Exercise details. Go through the data below and copy each line where the word "limit" occurs.

__________

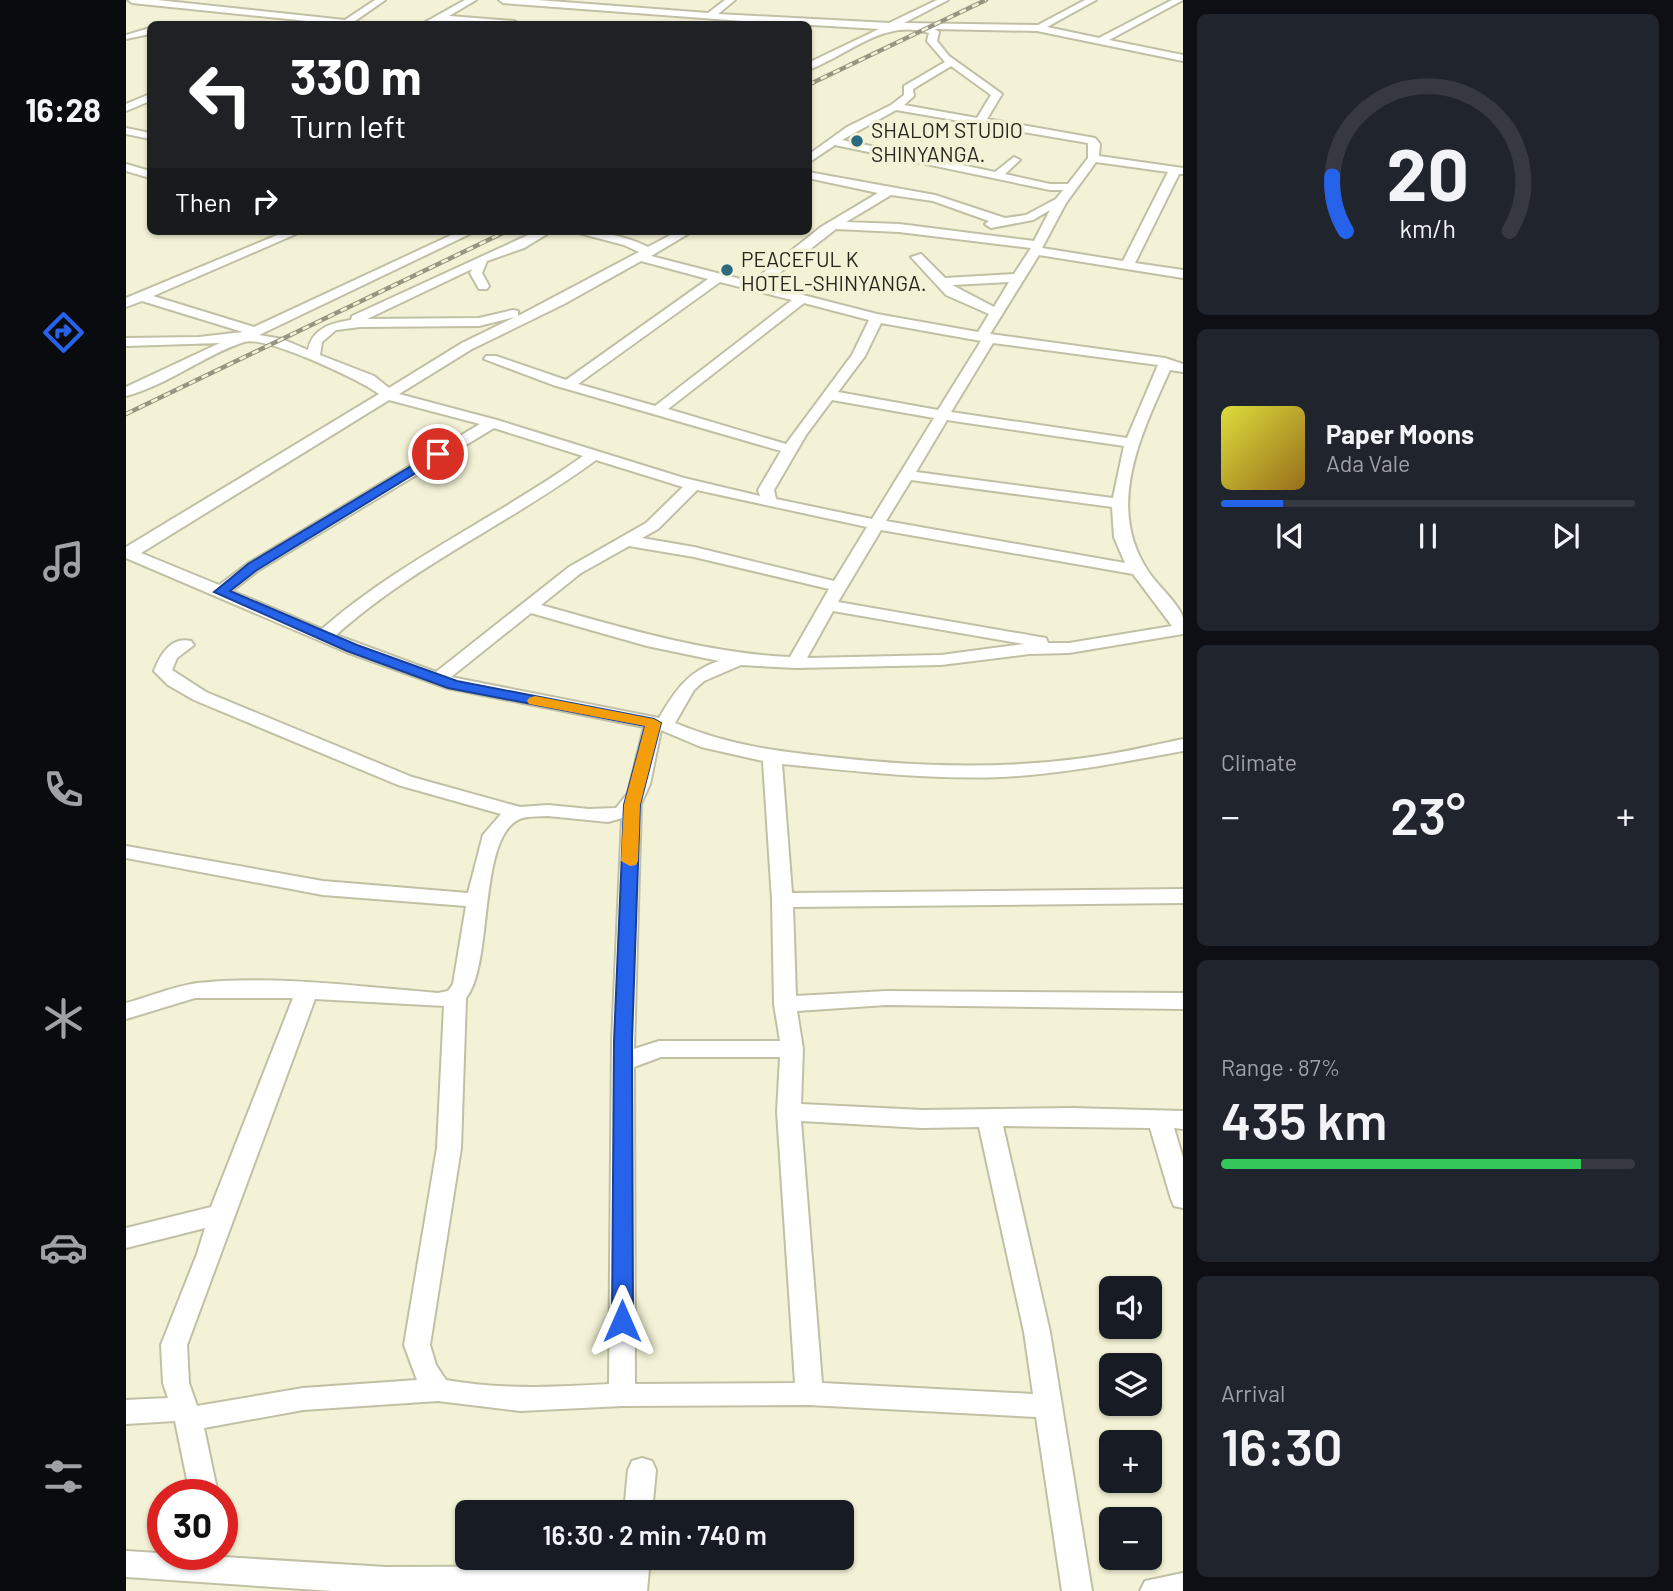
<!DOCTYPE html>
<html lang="en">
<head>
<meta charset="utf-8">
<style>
	body { margin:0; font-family:Barlow,sans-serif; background:#20242c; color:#f1f3f6; height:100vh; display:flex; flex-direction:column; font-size:26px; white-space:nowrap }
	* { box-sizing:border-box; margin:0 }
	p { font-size:23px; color:#9ea1a6 }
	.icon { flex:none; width:38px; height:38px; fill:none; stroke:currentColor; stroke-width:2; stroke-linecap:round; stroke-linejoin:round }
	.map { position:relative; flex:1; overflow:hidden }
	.details { display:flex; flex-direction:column; gap:14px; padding:14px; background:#0d0f14; width:490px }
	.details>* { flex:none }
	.banner { position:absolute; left:21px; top:21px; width:665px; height:214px; border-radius:10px; box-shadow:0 2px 5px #0004; background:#202124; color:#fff; overflow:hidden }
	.buttons { position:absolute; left:973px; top:1276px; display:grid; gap:14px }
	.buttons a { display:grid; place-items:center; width:63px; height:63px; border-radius:10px; background:#171b24; box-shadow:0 2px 5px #0004; font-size:35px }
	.speed { position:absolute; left:21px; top:1479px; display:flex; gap:14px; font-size:35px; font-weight:700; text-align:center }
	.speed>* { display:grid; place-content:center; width:91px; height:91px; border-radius:50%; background:#171b24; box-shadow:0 2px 5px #0004; line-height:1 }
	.speed .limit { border:10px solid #d22; background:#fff; color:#111 }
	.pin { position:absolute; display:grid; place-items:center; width:60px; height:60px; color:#fff; margin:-30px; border:4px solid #fff; border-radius:50%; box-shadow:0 2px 7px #0007 }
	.me { position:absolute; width:77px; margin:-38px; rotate:0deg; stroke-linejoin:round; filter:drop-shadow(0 0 5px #0008) }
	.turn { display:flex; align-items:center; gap:24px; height:147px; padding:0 28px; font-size:32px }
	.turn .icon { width:91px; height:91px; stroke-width:2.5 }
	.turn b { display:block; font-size:49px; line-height:60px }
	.then { display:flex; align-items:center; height:66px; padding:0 28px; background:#0003; gap:14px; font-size:26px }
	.big { font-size:52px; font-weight:600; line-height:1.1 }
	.details .widget { flex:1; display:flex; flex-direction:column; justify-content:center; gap:10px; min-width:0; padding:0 24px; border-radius:10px; background:#20242c }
	.details .dial { align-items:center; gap:0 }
	.dial svg { height:182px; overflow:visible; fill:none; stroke:#363941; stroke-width:7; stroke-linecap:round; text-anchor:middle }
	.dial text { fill:#f1f3f6; stroke:none }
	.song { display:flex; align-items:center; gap:21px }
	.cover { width:84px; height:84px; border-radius:10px; background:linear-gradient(135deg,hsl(60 70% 55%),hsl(40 70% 35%)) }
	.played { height:7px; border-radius:4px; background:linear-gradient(90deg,#2563eb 15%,#363941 15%) }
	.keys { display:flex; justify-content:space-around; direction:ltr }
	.heat { display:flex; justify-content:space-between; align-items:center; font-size:38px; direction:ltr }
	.charge { height:10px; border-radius:5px; background:linear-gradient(90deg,#34c759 87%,#363941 0) }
	.trip { position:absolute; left:329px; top:1500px; width:399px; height:70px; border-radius:10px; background:#171b24; box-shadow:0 2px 5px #0004; font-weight:600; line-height:70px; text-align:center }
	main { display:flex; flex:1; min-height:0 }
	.menu { display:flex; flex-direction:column; width:126px; justify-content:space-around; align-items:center; background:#090b0e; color:#9ea1a6 }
	.menu .icon { width:49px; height:49px }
	.menu .current { color:#2563eb }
	.menu b { font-size:32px; color:#f1f3f6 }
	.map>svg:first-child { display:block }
</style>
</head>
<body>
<main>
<nav class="menu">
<b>16:28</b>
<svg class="icon current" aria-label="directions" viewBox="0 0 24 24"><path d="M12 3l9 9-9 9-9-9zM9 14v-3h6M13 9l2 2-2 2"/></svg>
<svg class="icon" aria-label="music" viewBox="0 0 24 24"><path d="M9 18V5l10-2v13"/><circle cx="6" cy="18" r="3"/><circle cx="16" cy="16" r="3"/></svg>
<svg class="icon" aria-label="phone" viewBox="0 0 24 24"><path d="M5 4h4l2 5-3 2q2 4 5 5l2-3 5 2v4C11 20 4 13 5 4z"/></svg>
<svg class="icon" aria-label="climate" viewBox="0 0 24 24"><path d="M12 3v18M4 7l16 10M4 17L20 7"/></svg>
<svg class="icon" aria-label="car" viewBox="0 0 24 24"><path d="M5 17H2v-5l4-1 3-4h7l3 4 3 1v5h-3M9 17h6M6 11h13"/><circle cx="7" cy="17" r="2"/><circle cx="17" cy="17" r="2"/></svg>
<svg class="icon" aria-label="filters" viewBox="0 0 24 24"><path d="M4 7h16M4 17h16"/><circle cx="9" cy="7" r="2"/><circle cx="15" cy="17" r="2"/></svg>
</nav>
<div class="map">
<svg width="1057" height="1591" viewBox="0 0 1057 1591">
	<rect width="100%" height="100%" fill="#f3f2d6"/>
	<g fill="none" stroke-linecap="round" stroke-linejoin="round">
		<defs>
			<path id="street" d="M2 0H31L219 20 249 0H259L229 21 236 24H211L6 3Z
				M339 0H350L323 16 388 21 393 24 314 21 307 24H296Z
				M373 0H411L582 13 599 0H609L592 14 763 23 811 0H822L778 23 912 25 959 0H970L921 27 973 38 1046 0H1057L983 40 1057 55V61L911 31 809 29 813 32 811 41 823 56 876 94 861 119 969 138 974 144 973 156 1057 168V174H1053L1009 263 1057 270V278L913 255 864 334 1039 358 1057 364V372L1044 370C1015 434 979 507 1022 571 1030 584 1054 605 1057 618 1057 623 1057 629 1057 634L943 653 903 654 815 665 670 668 615 665 578 681 568 690 549 723C605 746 653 752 714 758 795 767 877 769 958 758 991 754 1024 746 1057 739V751C997 762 937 774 876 777 802 780 729 771 656 764L666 893 1057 889V903L667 907 670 996 760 991 1057 993V1009L760 1005 671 1011 677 1049 675 1104 796 1110 946 1108 1057 1111V1129L1048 1128 1057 1158V1208L1048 1206 1045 1199 1024 1128 877 1126 924 1332 966 1591H936L910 1417 683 1405 496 1406 394 1411 312 1401 177 1410 78 1428 92 1494H64L49 1421 0 1424V1400L42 1398 37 1383 35 1345 71 1254 79 1228 0 1248V1228L85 1207 167 998H69L0 1019V1003C23 997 48 986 72 983 149 975 235 987 312 993L322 991 327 984 340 906 197 895 0 858V846L197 881 342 893 357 835 375 814 272 785 68 700 42 685 28 671C34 655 45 636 65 641L68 645 51 658 46 670 80 692 286 777 394 807 422 805 463 809 490 808 502 793 518 727 321 688 220 652 0 558V547L253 394C235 380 138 335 118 342 78 355 42 385 0 396V387L94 343 0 346V338L73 337 117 332 16 301 0 307V298L161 231H177L27 296 128 327 334 231H350L133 335 156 339 182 350C186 328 206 323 225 320L226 316 411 231H426L398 248 361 261 356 273 363 286 361 289H353L344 273 346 269 241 319 353 318 387 310 392 311V316L513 252 498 245 445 231C472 231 498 235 522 247L552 231H567L525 256 626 282 695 227 752 193 682 178V172L809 195 879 218 900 215 930 199 937 190H924L709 145 682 163V155L721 127 765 105 778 95V86L819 62 801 41 803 33C758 18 723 55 682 70V63L753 29 617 21 377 3ZM825 66 865 95 851 118 778 105 788 96 787 89ZM770 110 962 143V158L942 184H924L879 174 894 160 888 157 869 172 716 140ZM970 162 1042 172 997 261 916 248 940 203ZM765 195 807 201 863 221 859 224 865 228 907 220 924 210 908 241 773 224 720 222ZM710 229 773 232 905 248 888 274 819 278 795 254 785 257 820 295 863 314 852 332 751 314 638 285ZM515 261 582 279 440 380 370 356H360L358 359 427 385 655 451 632 490 634 496 558 478 371 420 273 394 346 349 438 304ZM594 282 666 300 529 406 452 384ZM883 282 868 307 826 285ZM678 303 743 320 726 355 660 444 542 409ZM389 317 336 343 263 388 248 376 194 355 196 342 210 330 234 327 353 326ZM755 323 855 341 812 410 712 392 739 356ZM867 343 1032 365 1001 438 825 412ZM263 400 354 424 121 564 93 585 15 553ZM706 400 808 418 746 519 650 499 648 490 680 435ZM821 420 998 446 987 498 790 472ZM368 428 457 456C372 517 275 560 196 629L106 591 133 570ZM470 460 557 487 520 523 443 567 310 672 210 635C288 565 386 522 470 460ZM785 480 986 507 988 537 999 563 760 521ZM571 490 741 527 708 581 568 547 516 538 532 529ZM755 530 1007 574 1046 626 943 643H922L920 638 914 637 712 602ZM503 546 568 557 703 589 664 657C578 653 498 628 415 605L455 573ZM707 611 898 644 815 655 681 658ZM405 613 521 646 593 661C562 671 549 691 533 718L325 677ZM535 730 575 747 637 761 646 900 648 1004 654 1041H533L508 1049 515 804 524 784ZM422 816 482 822 496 818 486 1041 483 1384C427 1387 375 1390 320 1380L310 1365 304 1345 335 1148 340 998C367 965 352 845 390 821 399 815 412 817 422 816ZM189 999 318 1006 311 1148 278 1345 291 1380 177 1388 71 1406 63 1383 61 1345ZM535 1057H654L651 1112 669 1383 509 1384 508 1067ZM675 1121 796 1128 853 1127 898 1332 907 1394 696 1383Z
				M24 28V34L0 39V35Z
				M24 94V101L0 111V104Z
				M0 128 24 133V139L0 134Z
				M0 164 24 171V178L0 171Z
				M516 1458 526 1461 530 1470 526 1512H498L502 1470 506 1461Z
				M0 1551 260 1567 494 1566 495 1558H524L521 1591H207L0 1577Z
				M1057 1573V1591H1014L1019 1581Z"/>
		</defs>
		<use href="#street" stroke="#c1c0a5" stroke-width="4"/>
		<use href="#street" fill="#fff" fill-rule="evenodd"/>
		<defs>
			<path id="rail" d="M682 85 860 0
				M0 414 381 231"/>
		</defs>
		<use href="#rail" stroke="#969581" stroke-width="4.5"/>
		<use href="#rail" stroke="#f3f2d6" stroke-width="2.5" stroke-dasharray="7" stroke-linecap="butt"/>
	</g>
	<path fill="#2563eb" stroke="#184099" stroke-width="2" d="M312 450 316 451V457L131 570 104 591 231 645 331 681 528 719 535 723 514 805 506 1041 507 1321 504 1327 496 1330 489 1327 486 1321 488 1041 498 805 519 726 322 688 221 651 88 592 122 564Z"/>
	<path fill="#f59e0b" d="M409 696 528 719 535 723 514 805 512 861 510 865 504 866 495 861 498 805 519 726 403 704 401 701 403 698Z"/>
	<g fill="#2b6a7f" stroke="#f3f2d6" stroke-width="2.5">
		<circle cx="731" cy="141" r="7"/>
		<circle cx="601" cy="270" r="7"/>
	</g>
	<g text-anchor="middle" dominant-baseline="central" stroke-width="7" stroke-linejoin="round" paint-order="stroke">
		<g font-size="21" fill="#28271d" stroke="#f3f2d6" text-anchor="start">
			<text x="745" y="129">SHALOM STUDIO<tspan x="745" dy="24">SHINYANGA.</tspan></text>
			<text x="615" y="258">PEACEFUL K<tspan x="615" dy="24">HOTEL-SHINYANGA.</tspan></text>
		</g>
	</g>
</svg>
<div class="buttons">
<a><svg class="icon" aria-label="sound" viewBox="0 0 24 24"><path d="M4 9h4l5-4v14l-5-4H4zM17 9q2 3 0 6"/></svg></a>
<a><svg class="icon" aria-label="layers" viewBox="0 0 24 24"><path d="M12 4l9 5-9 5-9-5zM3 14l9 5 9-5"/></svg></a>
<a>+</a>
<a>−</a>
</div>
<div class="speed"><div class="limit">30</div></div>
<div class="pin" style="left:312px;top:454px;background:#d93025"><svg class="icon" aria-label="arrive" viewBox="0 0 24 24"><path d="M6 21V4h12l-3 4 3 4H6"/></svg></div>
<svg class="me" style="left:496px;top:1321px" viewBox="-20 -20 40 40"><path d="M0-17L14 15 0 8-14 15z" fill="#2563eb" stroke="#fff" stroke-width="4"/></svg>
<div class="trip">16:30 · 2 min · 740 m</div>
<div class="banner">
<div class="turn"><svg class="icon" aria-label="left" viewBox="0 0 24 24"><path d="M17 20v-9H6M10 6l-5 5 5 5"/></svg><div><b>330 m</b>Turn left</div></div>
<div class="then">Then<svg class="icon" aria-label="right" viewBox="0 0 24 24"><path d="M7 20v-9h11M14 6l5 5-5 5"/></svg></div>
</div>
</div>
<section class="details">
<div class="widget dial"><svg viewBox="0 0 100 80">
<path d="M14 69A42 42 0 1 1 86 69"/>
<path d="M14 69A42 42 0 0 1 8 45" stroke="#2563eb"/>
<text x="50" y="56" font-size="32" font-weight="700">20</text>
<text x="50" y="72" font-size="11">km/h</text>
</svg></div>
<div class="widget">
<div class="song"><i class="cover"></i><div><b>Paper Moons</b><p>Ada Vale</p></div></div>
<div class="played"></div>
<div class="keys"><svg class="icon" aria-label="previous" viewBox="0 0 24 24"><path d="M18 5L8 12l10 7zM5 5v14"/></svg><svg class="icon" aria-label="pause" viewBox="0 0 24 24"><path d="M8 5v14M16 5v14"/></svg><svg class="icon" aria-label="next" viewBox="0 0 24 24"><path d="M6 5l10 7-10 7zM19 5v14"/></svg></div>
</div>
<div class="widget"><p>Climate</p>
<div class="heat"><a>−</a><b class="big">23°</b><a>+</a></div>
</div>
<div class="widget"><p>Range · 87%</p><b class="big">435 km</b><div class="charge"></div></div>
<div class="widget"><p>Arrival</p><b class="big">16:30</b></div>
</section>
</main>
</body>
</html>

__________

Task solution.
	.speed .limit { border:10px solid #d22; background:#fff; color:#111 }
<div class="speed"><div class="limit">30</div></div>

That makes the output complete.